Segment Start: EXTRACTED MATERIAL
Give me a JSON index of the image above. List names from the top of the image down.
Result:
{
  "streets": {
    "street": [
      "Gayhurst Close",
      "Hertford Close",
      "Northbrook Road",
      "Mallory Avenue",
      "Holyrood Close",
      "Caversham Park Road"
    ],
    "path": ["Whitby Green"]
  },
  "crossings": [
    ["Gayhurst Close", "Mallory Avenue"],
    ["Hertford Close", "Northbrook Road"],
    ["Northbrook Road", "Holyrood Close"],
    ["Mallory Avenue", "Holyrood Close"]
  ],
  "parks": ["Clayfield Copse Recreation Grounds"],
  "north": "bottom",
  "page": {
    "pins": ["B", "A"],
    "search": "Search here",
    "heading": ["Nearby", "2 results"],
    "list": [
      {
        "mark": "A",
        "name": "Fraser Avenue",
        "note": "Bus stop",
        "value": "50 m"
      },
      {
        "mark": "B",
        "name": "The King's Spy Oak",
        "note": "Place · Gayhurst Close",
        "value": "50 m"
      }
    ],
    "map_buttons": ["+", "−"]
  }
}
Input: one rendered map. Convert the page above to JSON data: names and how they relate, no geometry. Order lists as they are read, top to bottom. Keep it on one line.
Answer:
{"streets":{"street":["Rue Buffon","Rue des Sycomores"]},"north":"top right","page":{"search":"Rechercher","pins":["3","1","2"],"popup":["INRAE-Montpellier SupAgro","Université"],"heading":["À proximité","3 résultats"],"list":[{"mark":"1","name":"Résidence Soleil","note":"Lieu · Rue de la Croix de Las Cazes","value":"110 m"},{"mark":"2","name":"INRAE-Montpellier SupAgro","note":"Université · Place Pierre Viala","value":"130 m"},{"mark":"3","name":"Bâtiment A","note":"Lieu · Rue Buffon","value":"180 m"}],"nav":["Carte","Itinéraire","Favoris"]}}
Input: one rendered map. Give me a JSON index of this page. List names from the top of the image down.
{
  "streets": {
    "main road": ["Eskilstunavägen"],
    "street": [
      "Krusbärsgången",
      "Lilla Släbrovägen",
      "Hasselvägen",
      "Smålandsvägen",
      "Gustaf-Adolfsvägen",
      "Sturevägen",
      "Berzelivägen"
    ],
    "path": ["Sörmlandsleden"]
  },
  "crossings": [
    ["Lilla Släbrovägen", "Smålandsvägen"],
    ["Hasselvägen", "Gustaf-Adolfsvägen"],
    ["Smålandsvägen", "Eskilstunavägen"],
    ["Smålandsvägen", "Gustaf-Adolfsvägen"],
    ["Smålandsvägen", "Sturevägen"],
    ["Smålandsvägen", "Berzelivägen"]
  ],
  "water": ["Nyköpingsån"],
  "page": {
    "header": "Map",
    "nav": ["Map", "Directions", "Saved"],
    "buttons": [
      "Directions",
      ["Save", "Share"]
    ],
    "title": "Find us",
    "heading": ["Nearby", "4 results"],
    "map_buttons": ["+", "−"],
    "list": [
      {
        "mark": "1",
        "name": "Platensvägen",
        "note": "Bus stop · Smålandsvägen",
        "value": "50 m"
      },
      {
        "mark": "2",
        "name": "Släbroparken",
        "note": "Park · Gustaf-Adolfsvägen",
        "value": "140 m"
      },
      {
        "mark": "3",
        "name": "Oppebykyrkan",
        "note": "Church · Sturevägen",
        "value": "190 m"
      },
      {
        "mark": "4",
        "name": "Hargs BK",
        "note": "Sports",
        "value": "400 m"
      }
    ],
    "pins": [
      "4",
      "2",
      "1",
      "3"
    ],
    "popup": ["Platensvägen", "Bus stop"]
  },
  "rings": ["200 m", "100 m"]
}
Segment End: EXTRACTED MATERIAL
■ **WHAT YOU NEED TO DO**: Copy every line of the records word for word.

■ **RESULT OF THIS TASK**:
Give me a JSON index of the image above. List names from the top of the image down.
Result:
{
  "streets": {
    "street": [
      "Gayhurst Close",
      "Hertford Close",
      "Northbrook Road",
      "Mallory Avenue",
      "Holyrood Close",
      "Caversham Park Road"
    ],
    "path": ["Whitby Green"]
  },
  "crossings": [
    ["Gayhurst Close", "Mallory Avenue"],
    ["Hertford Close", "Northbrook Road"],
    ["Northbrook Road", "Holyrood Close"],
    ["Mallory Avenue", "Holyrood Close"]
  ],
  "parks": ["Clayfield Copse Recreation Grounds"],
  "north": "bottom",
  "page": {
    "pins": ["B", "A"],
    "search": "Search here",
    "heading": ["Nearby", "2 results"],
    "list": [
      {
        "mark": "A",
        "name": "Fraser Avenue",
        "note": "Bus stop",
        "value": "50 m"
      },
      {
        "mark": "B",
        "name": "The King's Spy Oak",
        "note": "Place · Gayhurst Close",
        "value": "50 m"
      }
    ],
    "map_buttons": ["+", "−"]
  }
}
Input: one rendered map. Convert the page above to JSON data: names and how they relate, no geometry. Order lists as they are read, top to bottom. Keep it on one line.
Answer:
{"streets":{"street":["Rue Buffon","Rue des Sycomores"]},"north":"top right","page":{"search":"Rechercher","pins":["3","1","2"],"popup":["INRAE-Montpellier SupAgro","Université"],"heading":["À proximité","3 résultats"],"list":[{"mark":"1","name":"Résidence Soleil","note":"Lieu · Rue de la Croix de Las Cazes","value":"110 m"},{"mark":"2","name":"INRAE-Montpellier SupAgro","note":"Université · Place Pierre Viala","value":"130 m"},{"mark":"3","name":"Bâtiment A","note":"Lieu · Rue Buffon","value":"180 m"}],"nav":["Carte","Itinéraire","Favoris"]}}
Input: one rendered map. Give me a JSON index of this page. List names from the top of the image down.
{
  "streets": {
    "main road": ["Eskilstunavägen"],
    "street": [
      "Krusbärsgången",
      "Lilla Släbrovägen",
      "Hasselvägen",
      "Smålandsvägen",
      "Gustaf-Adolfsvägen",
      "Sturevägen",
      "Berzelivägen"
    ],
    "path": ["Sörmlandsleden"]
  },
  "crossings": [
    ["Lilla Släbrovägen", "Smålandsvägen"],
    ["Hasselvägen", "Gustaf-Adolfsvägen"],
    ["Smålandsvägen", "Eskilstunavägen"],
    ["Smålandsvägen", "Gustaf-Adolfsvägen"],
    ["Smålandsvägen", "Sturevägen"],
    ["Smålandsvägen", "Berzelivägen"]
  ],
  "water": ["Nyköpingsån"],
  "page": {
    "header": "Map",
    "nav": ["Map", "Directions", "Saved"],
    "buttons": [
      "Directions",
      ["Save", "Share"]
    ],
    "title": "Find us",
    "heading": ["Nearby", "4 results"],
    "map_buttons": ["+", "−"],
    "list": [
      {
        "mark": "1",
        "name": "Platensvägen",
        "note": "Bus stop · Smålandsvägen",
        "value": "50 m"
      },
      {
        "mark": "2",
        "name": "Släbroparken",
        "note": "Park · Gustaf-Adolfsvägen",
        "value": "140 m"
      },
      {
        "mark": "3",
        "name": "Oppebykyrkan",
        "note": "Church · Sturevägen",
        "value": "190 m"
      },
      {
        "mark": "4",
        "name": "Hargs BK",
        "note": "Sports",
        "value": "400 m"
      }
    ],
    "pins": [
      "4",
      "2",
      "1",
      "3"
    ],
    "popup": ["Platensvägen", "Bus stop"]
  },
  "rings": ["200 m", "100 m"]
}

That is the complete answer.